さて、和菓子の命とも言えるのは、何といっても餡になります。基本となるのは、やはり小豆で作られる、こし餡と粒餡ですが、『あん庵』では和菓子の種類によって餡の小豆の種類や砂糖も変えているのだそうです。
「同じ材料とレシピを使っても餡の味わいは人によって異なります。一人ずつ筆跡が異なるように、餡の炊き上がりが違う」
と、松田さん。餡はできるだけ、強火で混ぜすぎずに炊き上げるのが良いのだそうです。また、砂糖の粒がうまく小豆にからまずに大きな砂糖の粒子が残ると重くてベタつく餡になってしまう。上手に炊き上げた餡は、舌にのせた瞬間にさっと溶けて、あっさりとおいしい餡になるのだそうです。

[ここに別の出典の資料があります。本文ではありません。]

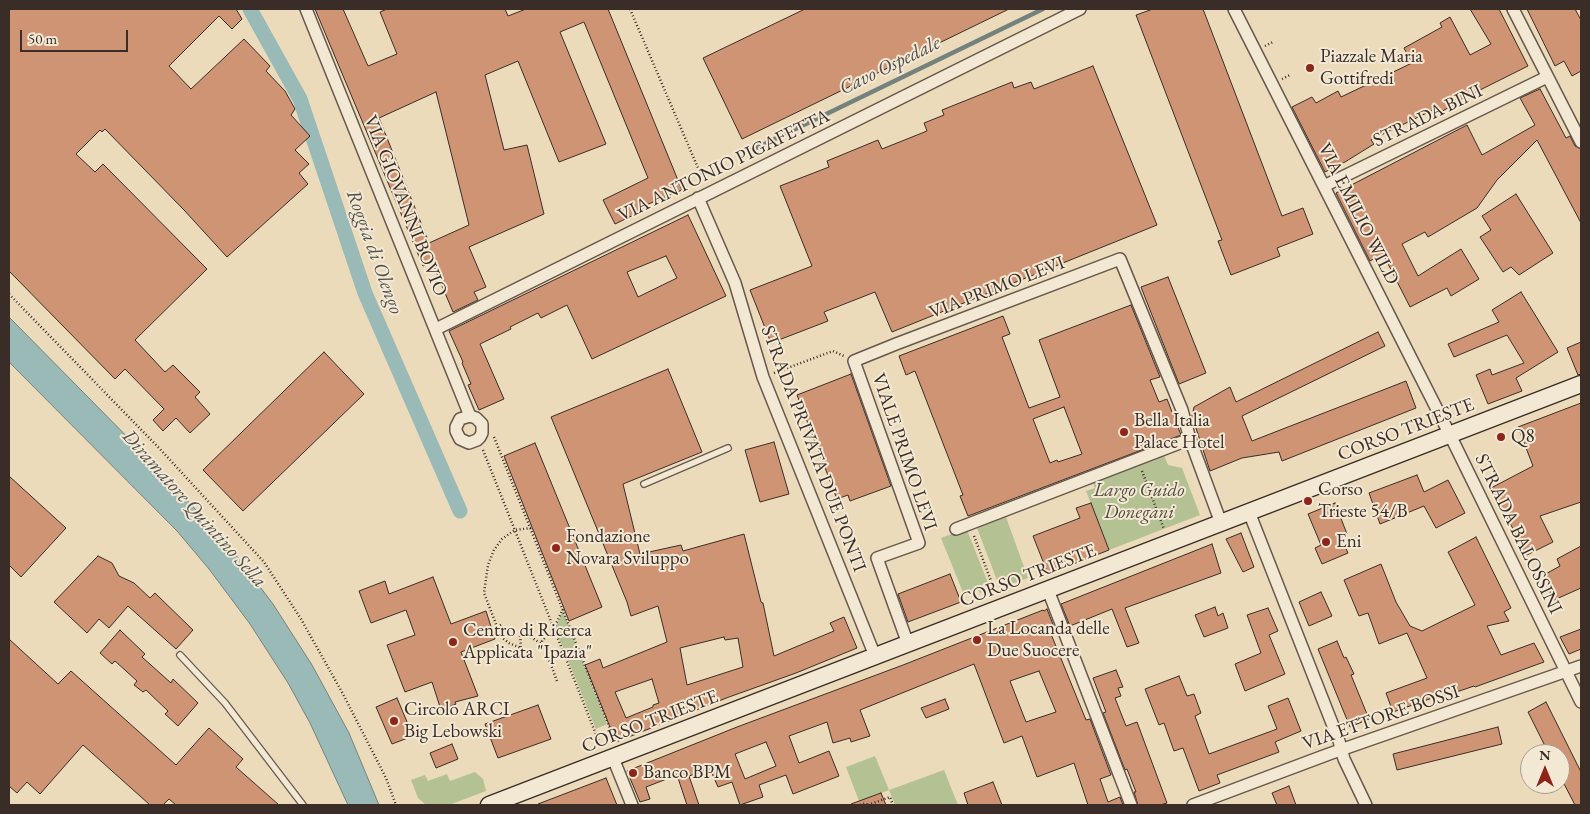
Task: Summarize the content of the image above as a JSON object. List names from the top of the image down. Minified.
{"streets":{"main road":["CORSO TRIESTE"],"street":["STRADA BINI","VIA ANTONIO PIGAFETTA","VIA GIOVANNI BOVIO","VIA EMILIO WILD","VIA PRIMO LEVI","STRADA PRIVATA DUE PONTI","VIALE PRIMO LEVI","STRADA BALOSSINI","VIA ETTORE BOSSI"]},"crossings":[["STRADA BINI","VIA EMILIO WILD"],["VIA ANTONIO PIGAFETTA","VIA GIOVANNI BOVIO"],["VIA ANTONIO PIGAFETTA","STRADA PRIVATA DUE PONTI"],["VIA EMILIO WILD","CORSO TRIESTE"],["VIA EMILIO WILD","STRADA BALOSSINI"],["VIA PRIMO LEVI","VIALE PRIMO LEVI"],["CORSO TRIESTE","STRADA PRIVATA DUE PONTI"],["CORSO TRIESTE","VIALE PRIMO LEVI"],["CORSO TRIESTE","STRADA BALOSSINI"],["STRADA BALOSSINI","VIA ETTORE BOSSI"]],"water":["Cavo Ospedale","Roggia di Olengo","Diramatore Quintino Sella"],"parks":["Largo Guido Donegani"],"places":["Piazzale Maria Gottifredi","Bella Italia Palace Hotel","Q8","Corso Trieste 54/B","Eni","Fondazione Novara Sviluppo","La Locanda delle Due Suocere","Centro di Ricerca Applicata \"Ipazia\"","Circolo ARCI Big Lebowski","Banco BPM"],"scale_bar":"50 m","north":"top"}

こうして丁寧に炊き上げた餡は様々な和菓子へ変身します。そして、あくまでも食材本来の味わいを引きだすのが基本。香りも桜の花の塩漬けや、葉でくるむことによって、花や葉の香りを移すなど、自然のものを使用します。洋菓子がリキュールや人工的な香料で香り漬けをするのとは対照的なものです。
そして、お菓子は見た目も重要な要素ですが、松田さんのつくるファンシーなお菓子は見るだけでもとても楽しいもの。これからの季節、お月見団子は定番ですが、秋ならハロウィーンにちなんだものも登場。かぼちゃやオバケ、魔女を模ったものも登場。洋菓子が食べられないお子様のためには、予約制でケーキのようなスタイルに仕上げることもできるそうです。
どの和菓子も口に含むと、ほっと広がる甘くて優しい味わい。秋の一時をますます盛り上げてくれます。